Local and federal laws protecting the fish have helped it come back from the brink, he said.
“This is very exciting because we thought they were almost extinct from the Virgin Islands. That population has been growing. And in the last few counts of the last few years, it’s over a thousand fish,” Smith said.
These success stories help offset the doom and gloom of the dire state of coral reefs, he said, while serving as an example of what can be achieved through concerted efforts.
“We need to come together on climate change. Fish, we actually can really control,” he said. “You can actually control the amount of fish in this system, by the actions. And so if we think long term, we can have vibrant fisheries in the Virgin Islands.

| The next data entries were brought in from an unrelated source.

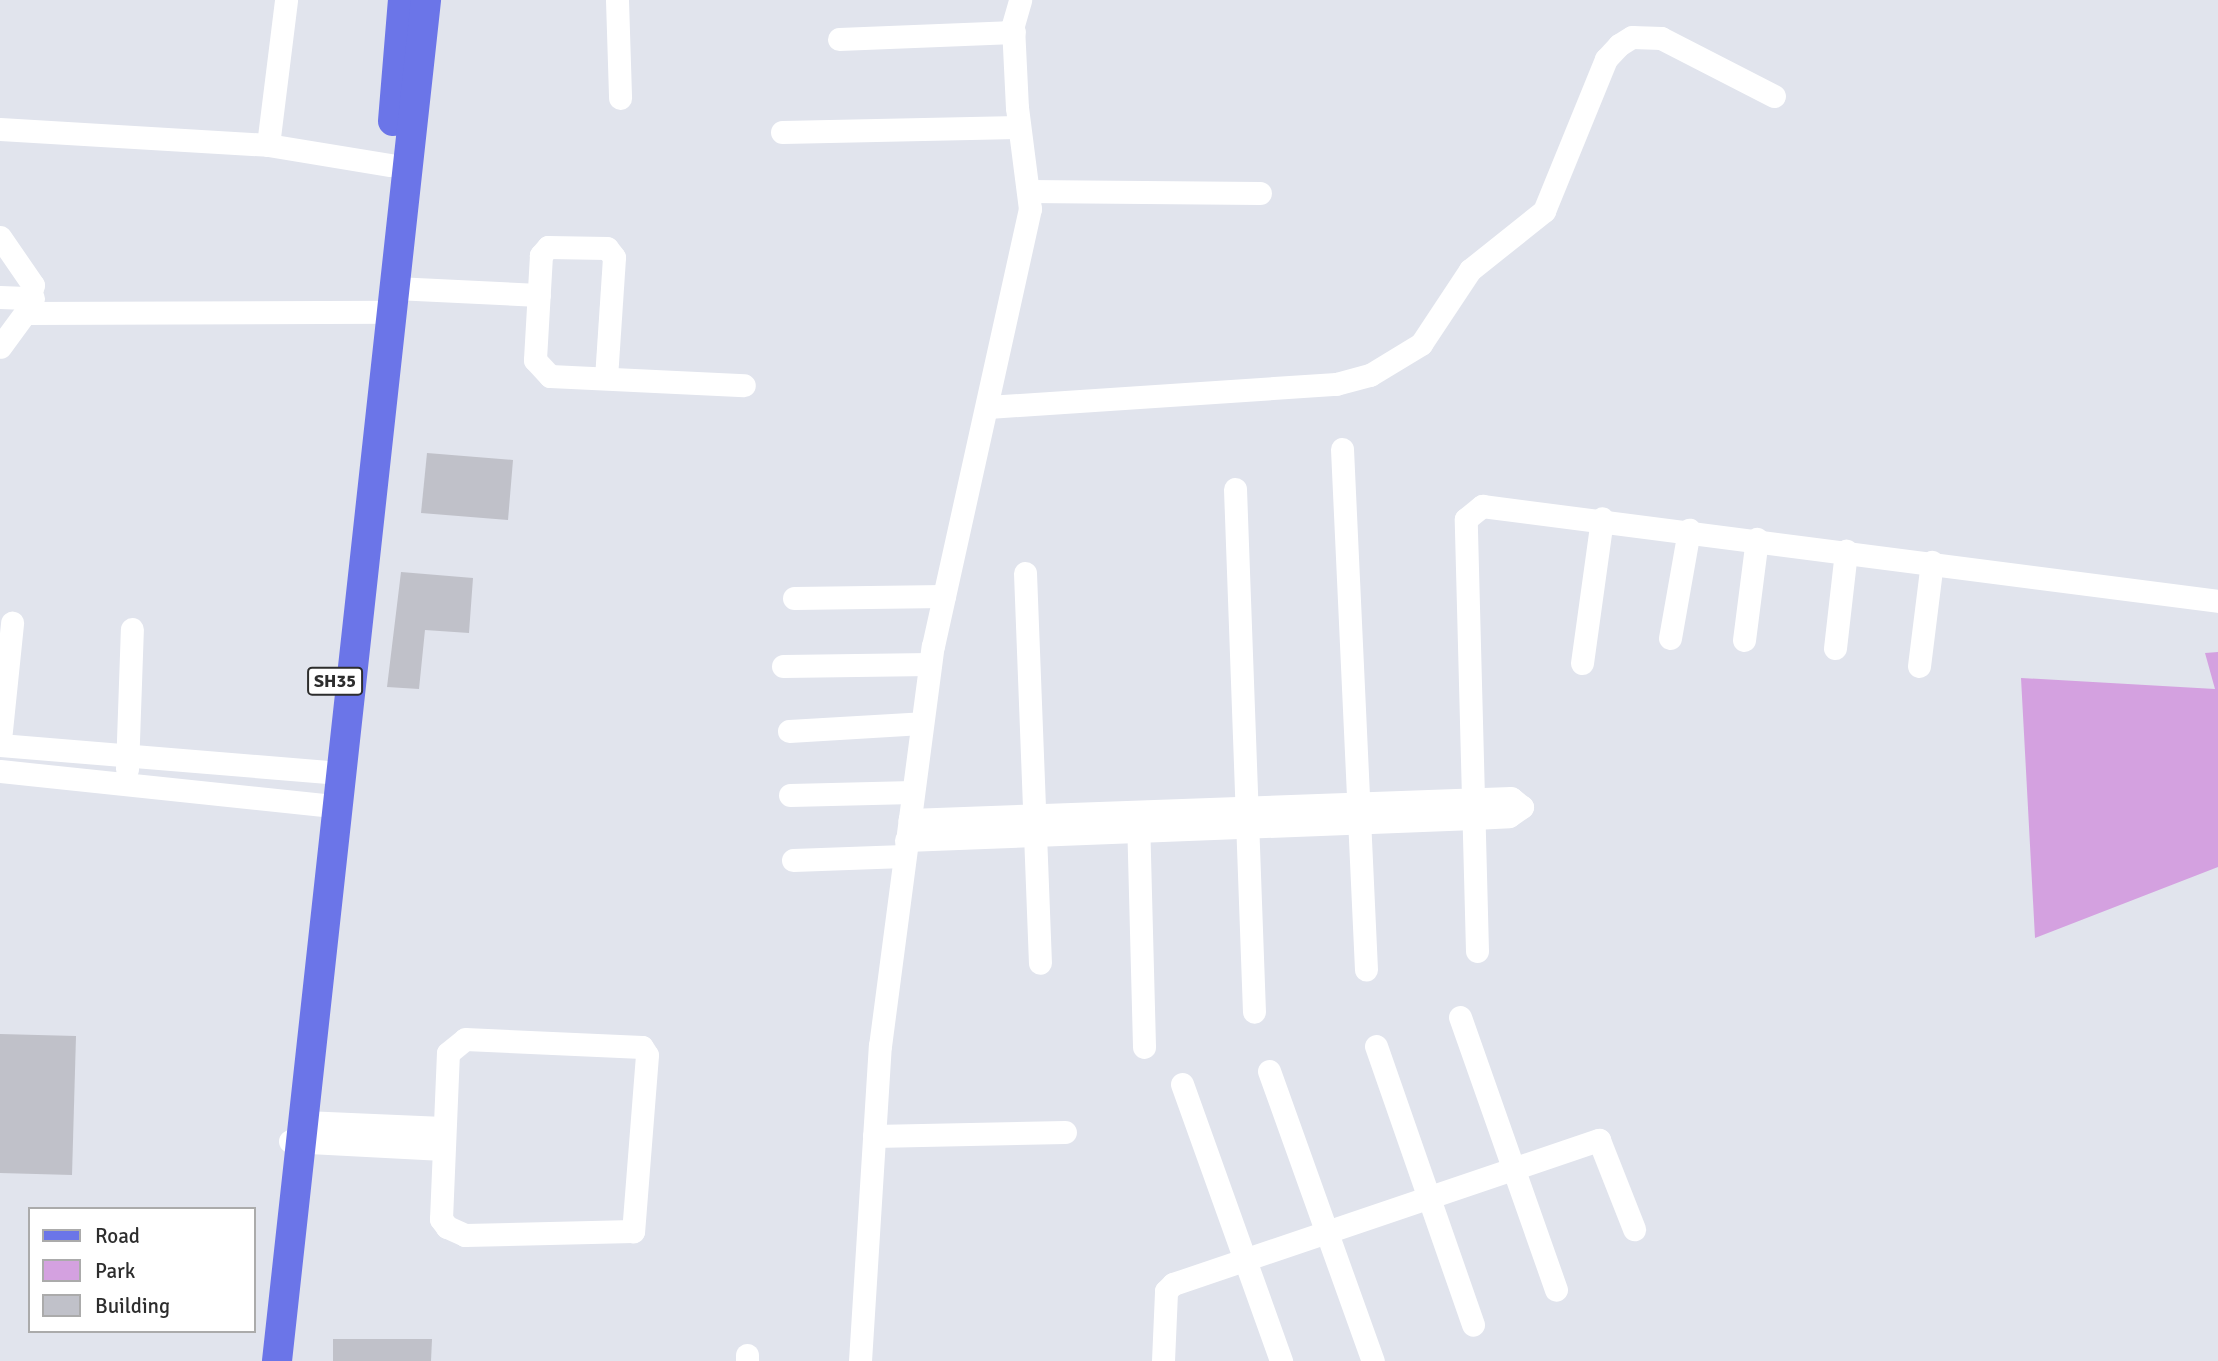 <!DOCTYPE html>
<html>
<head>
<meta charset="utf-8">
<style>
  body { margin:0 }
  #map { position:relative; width:2218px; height:1361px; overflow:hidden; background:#e1e4ed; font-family:Signika,sans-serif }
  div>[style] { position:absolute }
  .green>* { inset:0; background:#d4a1e0 }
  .building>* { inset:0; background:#c0c1c9 }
  .minor>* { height:23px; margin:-11.5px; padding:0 11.5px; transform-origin:11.5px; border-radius:11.5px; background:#fff }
  .major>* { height:30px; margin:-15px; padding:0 15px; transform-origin:15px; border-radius:15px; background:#6b75e8 }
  span { translate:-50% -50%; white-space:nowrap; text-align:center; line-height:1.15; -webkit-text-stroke:5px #fff; paint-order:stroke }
  .shield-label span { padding:2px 5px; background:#fff; border:2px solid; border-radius:5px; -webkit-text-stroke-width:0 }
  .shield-label { font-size:18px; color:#2d2d2d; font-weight:700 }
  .legend { position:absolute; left:28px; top:1207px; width:228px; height:126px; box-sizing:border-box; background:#fff; border:2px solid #ababab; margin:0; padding:9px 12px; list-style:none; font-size:21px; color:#2d2d2d }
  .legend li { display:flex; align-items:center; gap:14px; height:35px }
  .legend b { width:35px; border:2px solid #ababab }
</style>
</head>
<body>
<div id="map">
  <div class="green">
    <div style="clip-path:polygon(2218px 652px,2218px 867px,2035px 938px,2021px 678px,2215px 689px,2205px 653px)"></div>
  </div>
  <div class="building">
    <div style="clip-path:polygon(427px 453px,513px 460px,508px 520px,421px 513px)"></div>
    <div style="clip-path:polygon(401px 572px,473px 578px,469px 633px,425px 630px,419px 689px,387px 687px)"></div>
    <div style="clip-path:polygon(0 1034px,76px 1036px,72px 1175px,0 1173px)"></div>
    <div style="clip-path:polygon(333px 1339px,432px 1339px,431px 1361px,333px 1361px)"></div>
  </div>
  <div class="minor">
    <div style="left:617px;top:0;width:98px;rotate:88.2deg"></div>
    <div style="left:839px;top:39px;width:175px;rotate:-2.3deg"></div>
    <div style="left:0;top:129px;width:268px;rotate:3.4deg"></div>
    <div style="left:268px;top:145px;width:124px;rotate:9.3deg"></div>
    <div style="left:782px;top:132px;width:237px;rotate:-1.2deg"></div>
    <div style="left:268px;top:145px;width:146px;rotate:-82.9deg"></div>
    <div style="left:1028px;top:191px;width:232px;rotate:0.5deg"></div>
    <div style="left:0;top:237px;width:58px;rotate:55.5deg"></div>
    <div style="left:33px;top:285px;width:29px;rotate:106deg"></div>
    <div style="left:25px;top:313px;width:42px;rotate:126.3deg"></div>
    <div style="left:395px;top:288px;width:144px;rotate:2.8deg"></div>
    <div style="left:0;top:297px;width:33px;rotate:2deg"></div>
    <div style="left:25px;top:313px;width:367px;rotate:-0.2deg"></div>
    <div style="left:606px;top:378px;width:121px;rotate:-86.2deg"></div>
    <div style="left:614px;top:257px;width:11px;rotate:-128deg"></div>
    <div style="left:607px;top:248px;width:59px;rotate:-179deg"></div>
    <div style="left:548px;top:247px;width:11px;rotate:131deg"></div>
    <div style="left:541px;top:255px;width:105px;rotate:93.3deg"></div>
    <div style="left:535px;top:360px;width:22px;rotate:47deg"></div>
    <div style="left:550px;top:376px;width:194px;rotate:2.7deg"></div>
    <div style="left:988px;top:407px;width:349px;rotate:-3.8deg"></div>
    <div style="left:1336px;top:384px;width:35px;rotate:-15deg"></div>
    <div style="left:1370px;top:375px;width:60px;rotate:-31.3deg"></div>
    <div style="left:1421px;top:344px;width:89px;rotate:-56.5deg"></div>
    <div style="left:1470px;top:270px;width:95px;rotate:-38.6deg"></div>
    <div style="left:1544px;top:211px;width:164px;rotate:-67.8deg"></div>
    <div style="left:1606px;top:59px;width:19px;rotate:-47deg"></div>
    <div style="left:1619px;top:45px;width:15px;rotate:-32deg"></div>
    <div style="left:1632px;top:37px;width:29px;rotate:2deg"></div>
    <div style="left:1661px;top:38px;width:127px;rotate:27.2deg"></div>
    <div style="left:1342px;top:449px;width:521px;rotate:87.36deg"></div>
    <div style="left:1235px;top:489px;width:523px;rotate:87.92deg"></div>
    <div style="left:1025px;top:573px;width:390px;rotate:87.8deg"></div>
    <div style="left:794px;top:598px;width:150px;rotate:-0.8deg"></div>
    <div style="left:1670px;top:638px;width:110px;rotate:-80deg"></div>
    <div style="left:1744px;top:640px;width:102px;rotate:-82.7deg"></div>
    <div style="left:1835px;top:648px;width:98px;rotate:-83.5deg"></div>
    <div style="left:1582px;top:663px;width:146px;rotate:-82.1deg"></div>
    <div style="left:783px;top:666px;width:147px;rotate:-0.8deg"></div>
    <div style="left:1919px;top:666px;width:105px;rotate:-82.9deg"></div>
    <div style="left:789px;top:731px;width:133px;rotate:-3.4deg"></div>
    <div style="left:0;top:740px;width:118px;rotate:-84.1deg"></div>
    <div style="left:0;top:745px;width:344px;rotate:4.7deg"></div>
    <div style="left:127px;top:769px;width:140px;rotate:-88deg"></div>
    <div style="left:0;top:771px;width:342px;rotate:6deg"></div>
    <div style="left:790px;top:795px;width:123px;rotate:-1.4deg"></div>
    <div style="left:1138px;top:817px;width:230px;rotate:88.5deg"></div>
    <div style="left:906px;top:840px;width:568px;rotate:-2.22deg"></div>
    <div style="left:1474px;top:818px;width:35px;rotate:-3deg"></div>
    <div style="left:1509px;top:816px;width:16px;rotate:-35deg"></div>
    <div style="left:1522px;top:807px;width:14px;rotate:-141deg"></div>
    <div style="left:1511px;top:798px;width:602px;rotate:177.91deg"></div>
    <div style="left:793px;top:860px;width:111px;rotate:-2.1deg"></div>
    <div style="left:1477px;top:951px;width:432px;rotate:-91.5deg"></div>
    <div style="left:1466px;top:519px;width:21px;rotate:-39deg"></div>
    <div style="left:1482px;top:506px;width:742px;rotate:7.35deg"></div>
    <div style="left:1460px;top:1017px;width:289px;rotate:70.6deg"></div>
    <div style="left:465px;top:1039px;width:177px;rotate:2.6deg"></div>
    <div style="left:642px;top:1047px;width:9px;rotate:58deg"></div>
    <div style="left:647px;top:1055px;width:177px;rotate:94.5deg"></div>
    <div style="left:633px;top:1231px;width:168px;rotate:178.6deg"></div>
    <div style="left:465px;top:1235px;width:20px;rotate:-156deg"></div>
    <div style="left:447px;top:1227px;width:10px;rotate:-127deg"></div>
    <div style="left:441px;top:1219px;width:166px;rotate:-87.6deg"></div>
    <div style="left:448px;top:1053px;width:22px;rotate:-39deg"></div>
    <div style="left:1376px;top:1046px;width:295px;rotate:70.8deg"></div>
    <div style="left:1269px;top:1071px;width:308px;rotate:70.3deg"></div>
    <div style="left:1182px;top:1084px;width:294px;rotate:70.3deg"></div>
    <div style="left:304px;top:1122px;width:139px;rotate:2.5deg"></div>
    <div style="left:874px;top:1136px;width:191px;rotate:-1.2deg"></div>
    <div style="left:290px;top:1141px;width:153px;rotate:3deg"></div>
    <div style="left:747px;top:1361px;width:6px;rotate:-90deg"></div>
    <div style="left:860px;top:1361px;width:316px;rotate:-86.4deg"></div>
    <div style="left:880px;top:1046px;width:403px;rotate:-82.5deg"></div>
    <div style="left:933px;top:646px;width:448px;rotate:-77.5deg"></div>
    <div style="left:1030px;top:209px;width:102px;rotate:-97.3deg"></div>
    <div style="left:1017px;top:108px;width:83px;rotate:-92.8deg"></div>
    <div style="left:1013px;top:25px;width:26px;rotate:-74deg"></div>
    <div style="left:1163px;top:1361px;width:70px;rotate:-87.5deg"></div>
    <div style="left:1166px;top:1291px;width:10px;rotate:-45deg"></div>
    <div style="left:1173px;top:1284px;width:450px;rotate:-18.7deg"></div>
    <div style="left:1599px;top:1140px;width:96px;rotate:68.5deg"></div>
  </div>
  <div class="major">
    <div style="left:393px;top:121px;width:121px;rotate:-85.3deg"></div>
    <div style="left:277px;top:1361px;width:1369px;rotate:-83.75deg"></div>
  </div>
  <div class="shield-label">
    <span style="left:335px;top:681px">SH35</span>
  </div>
  <ul class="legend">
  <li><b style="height:9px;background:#6b75e8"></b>Road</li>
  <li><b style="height:19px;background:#d4a1e0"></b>Park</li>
  <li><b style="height:19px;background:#c0c1c9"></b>Building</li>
  </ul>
</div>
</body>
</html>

And by balancing the needs of the people who are catching the fish and use that to sustain their livelihood, and the needs of the ecosystem that need those fish to perform functions, and also the population of those individual species of fish that need to replenish themselves, to carry on through time.”
Coral health requires a much larger effort but one with precedent. Dangerous holes in the Earth’s stratospheric ozone layer were repaired by banning or largely reducing emissions of chemicals like chlorine and bromine.
There are novel new ideas to help coral, such as vitamin supplements. But real change will require limiting fossil fuel use, which will decrease the amount of carbon dioxide absorbed by the ocean.
“And even if we stopped emitting carbon dioxide right now as humanity, just the system itself will still be warming for another twenty plus years just because of the carbon that’s already been released. So even if we are able to control it now, we still have this lag time where it’s not gonna kick in. But that means we hate to do it now. I mean, that’s the, you know, the warning cry for humanity is that we need to do it now,” Smith said.
There’s another reason people should care about coral, he said, and it has nothing to do with tourist dollars, the food chain, or protecting against hurricanes. There’s a beauty in respecting the sanctity of life.
“There’s a spiritual aspect, or the emotional aspect, of having a healthy ecosystem and seeing, you know, vibrant communities how they should be,” Smith said. “That’s the one where I got most involved in marine science because I was so interested in this beautiful system that had to integrate relationships among the organisms. And so that’s what spurred me to become an ecologist. So that’s important to me. But I think other people take almost a, you know, something that’s deep within humanity in terms of looking at nature and seeing that it’s functioning properly and then it’s undamaged and you think things are able to, you know, carry on, like they had done in the past.”